### EXERCISE BRIEF
A faithful, complete copy of the entries is the sole expected answer.

(Stored data entries)
=-=-=-=-=
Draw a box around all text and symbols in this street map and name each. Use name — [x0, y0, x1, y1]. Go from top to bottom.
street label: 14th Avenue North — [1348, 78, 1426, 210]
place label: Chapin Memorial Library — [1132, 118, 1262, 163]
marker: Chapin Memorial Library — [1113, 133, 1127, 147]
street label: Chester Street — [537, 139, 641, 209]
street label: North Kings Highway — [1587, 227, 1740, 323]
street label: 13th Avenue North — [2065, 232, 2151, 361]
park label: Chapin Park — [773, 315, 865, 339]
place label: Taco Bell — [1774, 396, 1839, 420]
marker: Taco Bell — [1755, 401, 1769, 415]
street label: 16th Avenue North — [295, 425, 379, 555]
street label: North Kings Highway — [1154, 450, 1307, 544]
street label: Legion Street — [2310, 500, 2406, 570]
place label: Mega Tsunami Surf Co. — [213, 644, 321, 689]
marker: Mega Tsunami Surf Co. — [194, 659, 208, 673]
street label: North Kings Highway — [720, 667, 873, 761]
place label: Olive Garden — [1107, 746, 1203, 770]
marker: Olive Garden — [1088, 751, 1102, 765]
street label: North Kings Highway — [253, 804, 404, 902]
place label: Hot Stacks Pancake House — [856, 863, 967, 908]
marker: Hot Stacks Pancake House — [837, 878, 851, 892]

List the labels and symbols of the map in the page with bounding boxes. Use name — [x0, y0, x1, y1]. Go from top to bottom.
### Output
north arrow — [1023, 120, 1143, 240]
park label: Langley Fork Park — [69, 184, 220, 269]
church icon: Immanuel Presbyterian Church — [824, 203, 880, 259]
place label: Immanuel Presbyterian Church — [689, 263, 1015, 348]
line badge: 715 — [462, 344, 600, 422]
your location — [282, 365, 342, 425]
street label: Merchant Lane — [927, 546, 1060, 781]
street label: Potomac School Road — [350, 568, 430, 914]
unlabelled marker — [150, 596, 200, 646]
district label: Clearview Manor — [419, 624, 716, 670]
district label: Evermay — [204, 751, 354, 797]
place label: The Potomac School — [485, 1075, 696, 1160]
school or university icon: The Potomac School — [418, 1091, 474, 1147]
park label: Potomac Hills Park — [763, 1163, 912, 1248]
=-=-=-=-=
### ANSWER TO THIS EXERCISE
Draw a box around all text and symbols in this street map and name each. Use name — [x0, y0, x1, y1]. Go from top to bottom.
street label: 14th Avenue North — [1348, 78, 1426, 210]
place label: Chapin Memorial Library — [1132, 118, 1262, 163]
marker: Chapin Memorial Library — [1113, 133, 1127, 147]
street label: Chester Street — [537, 139, 641, 209]
street label: North Kings Highway — [1587, 227, 1740, 323]
street label: 13th Avenue North — [2065, 232, 2151, 361]
park label: Chapin Park — [773, 315, 865, 339]
place label: Taco Bell — [1774, 396, 1839, 420]
marker: Taco Bell — [1755, 401, 1769, 415]
street label: 16th Avenue North — [295, 425, 379, 555]
street label: North Kings Highway — [1154, 450, 1307, 544]
street label: Legion Street — [2310, 500, 2406, 570]
place label: Mega Tsunami Surf Co. — [213, 644, 321, 689]
marker: Mega Tsunami Surf Co. — [194, 659, 208, 673]
street label: North Kings Highway — [720, 667, 873, 761]
place label: Olive Garden — [1107, 746, 1203, 770]
marker: Olive Garden — [1088, 751, 1102, 765]
street label: North Kings Highway — [253, 804, 404, 902]
place label: Hot Stacks Pancake House — [856, 863, 967, 908]
marker: Hot Stacks Pancake House — [837, 878, 851, 892]

List the labels and symbols of the map in the page with bounding boxes. Use name — [x0, y0, x1, y1]. Go from top to bottom.
### Output
north arrow — [1023, 120, 1143, 240]
park label: Langley Fork Park — [69, 184, 220, 269]
church icon: Immanuel Presbyterian Church — [824, 203, 880, 259]
place label: Immanuel Presbyterian Church — [689, 263, 1015, 348]
line badge: 715 — [462, 344, 600, 422]
your location — [282, 365, 342, 425]
street label: Merchant Lane — [927, 546, 1060, 781]
street label: Potomac School Road — [350, 568, 430, 914]
unlabelled marker — [150, 596, 200, 646]
district label: Clearview Manor — [419, 624, 716, 670]
district label: Evermay — [204, 751, 354, 797]
place label: The Potomac School — [485, 1075, 696, 1160]
school or university icon: The Potomac School — [418, 1091, 474, 1147]
park label: Potomac Hills Park — [763, 1163, 912, 1248]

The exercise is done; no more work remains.